The future of the German touring car series DTM (Deutsche Tourenwagen Masters) is in doubt following Audi's announcement Monday that it will exit the series at the end of the 2020 season.
The automaker cited the challenges of the ongoing Covid-19 coronavirus pandemic and a commitment to Formula E as the reasons for leaving DTM, which has operated in its current format since 2000.
Over its decades of participation, Audi has racked up 23 championship titles, including eleven driver titles and 114 victories. But its decision to quit will leave BMW as the sole manufacturer in the series.
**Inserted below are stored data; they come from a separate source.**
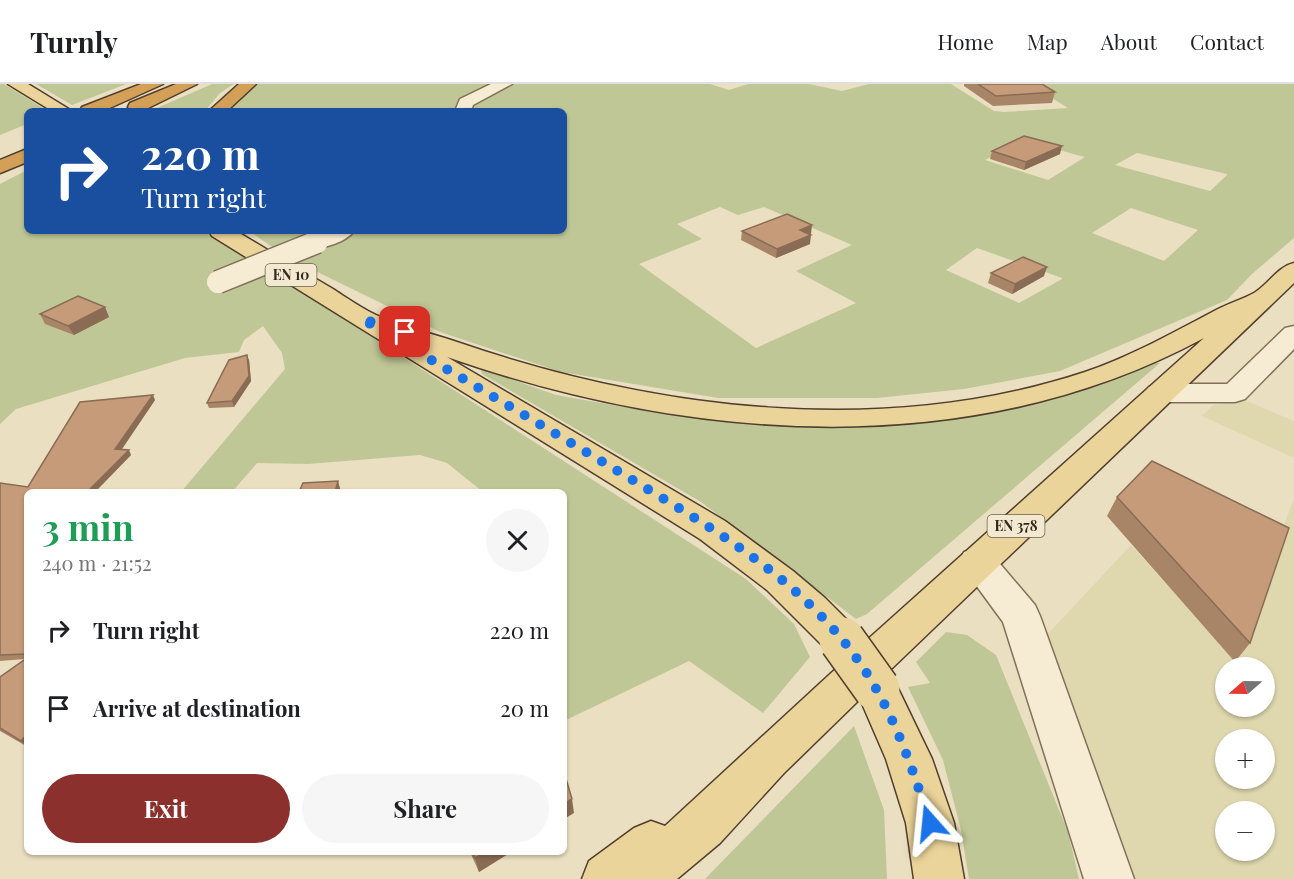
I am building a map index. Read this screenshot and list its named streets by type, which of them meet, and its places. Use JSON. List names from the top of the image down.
{
  "streets": {
    "main road": ["EN 10", "EN 378"]
  },
  "north": "left",
  "page": {
    "header": "Turnly",
    "nav": [
      "Home",
      "Map",
      "About",
      "Contact"
    ],
    "turn": ["220 m", "Turn right"],
    "heading": ["3 min", "240 m · 21:52"],
    "list": [
      {
        "name": "Turn right",
        "value": "220 m"
      },
      {
        "name": "Arrive at destination",
        "value": "20 m"
      }
    ],
    "map_buttons": ["+", "−"],
    "buttons": ["Exit", "Share"]
  }
}
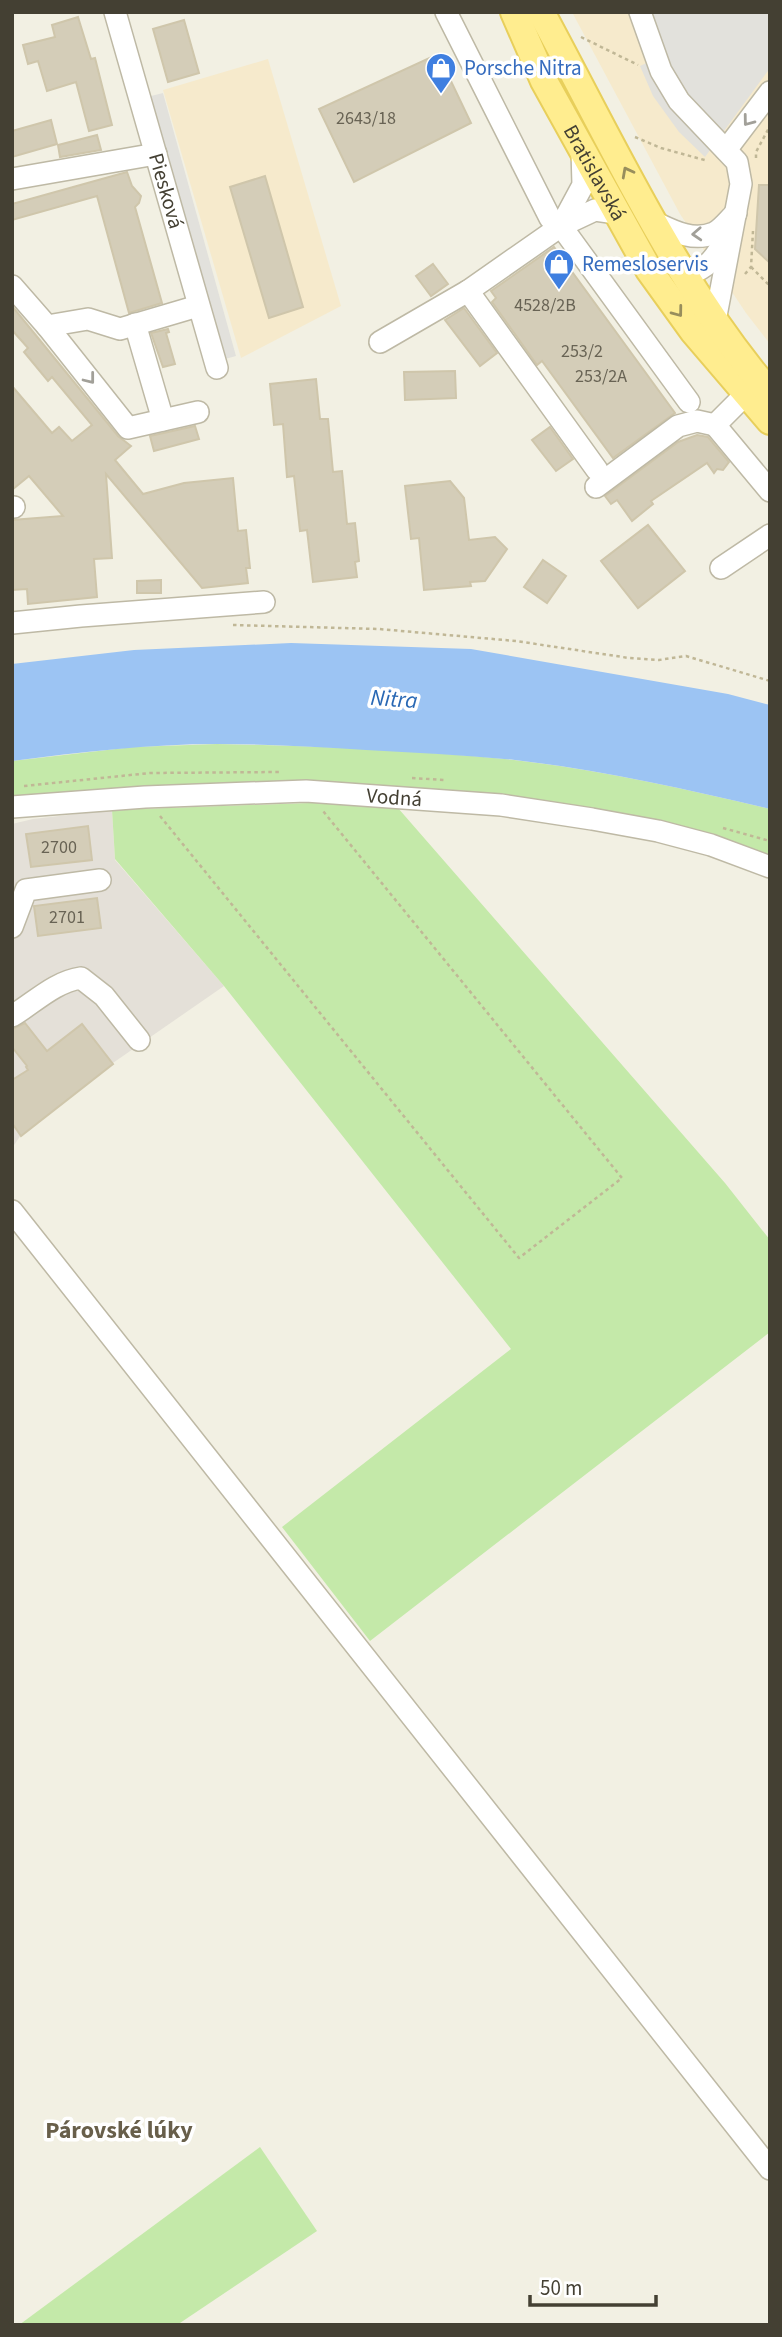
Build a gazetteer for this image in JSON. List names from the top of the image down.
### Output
{
  "streets": {
    "main road": ["Bratislavská"],
    "street": ["Piesková", "Vodná"]
  },
  "districts": ["Párovské lúky"],
  "water": ["Nitra"],
  "places": {
    "shop": ["Porsche Nitra", "Remesloservis"]
  },
  "house_numbers": [
    "2643/18",
    "4528/2B",
    "253/2",
    "253/2A",
    "2700",
    "2701"
  ],
  "scale_bar": "50 m"
}
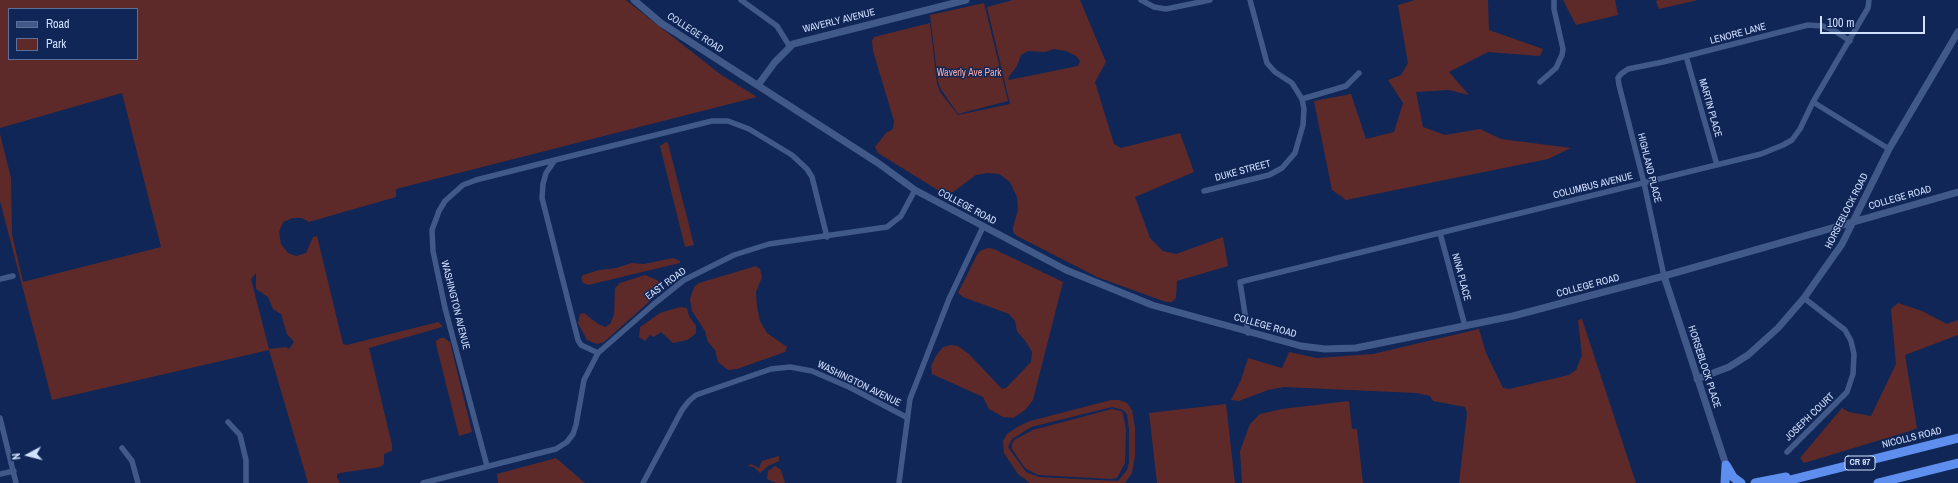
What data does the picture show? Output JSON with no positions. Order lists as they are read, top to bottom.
{
  "streets": {
    "highway": ["NICOLLS ROAD", "CR 97"],
    "street": [
      "WAVERLY AVENUE",
      "COLLEGE ROAD",
      "LENORE LANE",
      "MARTIN PLACE",
      "HIGHLAND PLACE",
      "DUKE STREET",
      "COLUMBUS AVENUE",
      "HORSEBLOCK ROAD",
      "NINA PLACE",
      "EAST ROAD",
      "WASHINGTON AVENUE",
      "HORSEBLOCK PLACE",
      "JOSEPH COURT"
    ]
  },
  "crossings": [
    ["WAVERLY AVENUE", "COLLEGE ROAD"],
    ["COLLEGE ROAD", "HIGHLAND PLACE"],
    ["COLLEGE ROAD", "COLUMBUS AVENUE"],
    ["COLLEGE ROAD", "HORSEBLOCK ROAD"],
    ["COLLEGE ROAD", "NINA PLACE"],
    ["COLLEGE ROAD", "EAST ROAD"],
    ["COLLEGE ROAD", "WASHINGTON AVENUE"],
    ["COLLEGE ROAD", "HORSEBLOCK PLACE"],
    ["LENORE LANE", "MARTIN PLACE"],
    ["LENORE LANE", "HIGHLAND PLACE"],
    ["LENORE LANE", "COLUMBUS AVENUE"],
    ["MARTIN PLACE", "COLUMBUS AVENUE"],
    ["HIGHLAND PLACE", "COLUMBUS AVENUE"],
    ["HIGHLAND PLACE", "HORSEBLOCK PLACE"],
    ["COLUMBUS AVENUE", "NINA PLACE"],
    ["HORSEBLOCK ROAD", "HORSEBLOCK PLACE"],
    ["HORSEBLOCK ROAD", "JOSEPH COURT"],
    ["EAST ROAD", "WASHINGTON AVENUE"]
  ],
  "parks": ["Waverly Ave Park"],
  "legend": ["Road", "Park"],
  "scale_bar": "100 m",
  "north": "left"
}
Mercedes-Benz and Aston Martin also competed in DTM but quit after 2018 and 2019, respectively.
“Audi has shaped the DTM and the DTM has shaped Audi,” said Markus Duesmann, CEO of Audi. “With this energy, we’re going to drive our transformation into a provider of sporty, sustainable electric mobility forward.”
The news comes after Audi's parent Volkswagen announced in 2019 that the future of its motorsport operations would be entirely focused on electric performance.
DTM organizer ITR isn't sitting on its hands. The organizer has made attempts to merge rules with popular Japanese touring car series Super GT. It's also hinted at a possible future for DTM where teams would compete using electric race cars packing as much as 1,000 horsepower.
“My commitment remains to the year ahead, and to ensuring we provide our hundreds of thousands of fans with a thrilling and competitive season,” said Gerhard Berger, chairman of ITR. “But, as soon as possible, I also want to create planning security for our participating teams, sponsors and everybody whose job depends on the DTM.”
DTM's current season is on hold due to the coronavirus. Organizers are hopeful of hosting the first race in mid-July.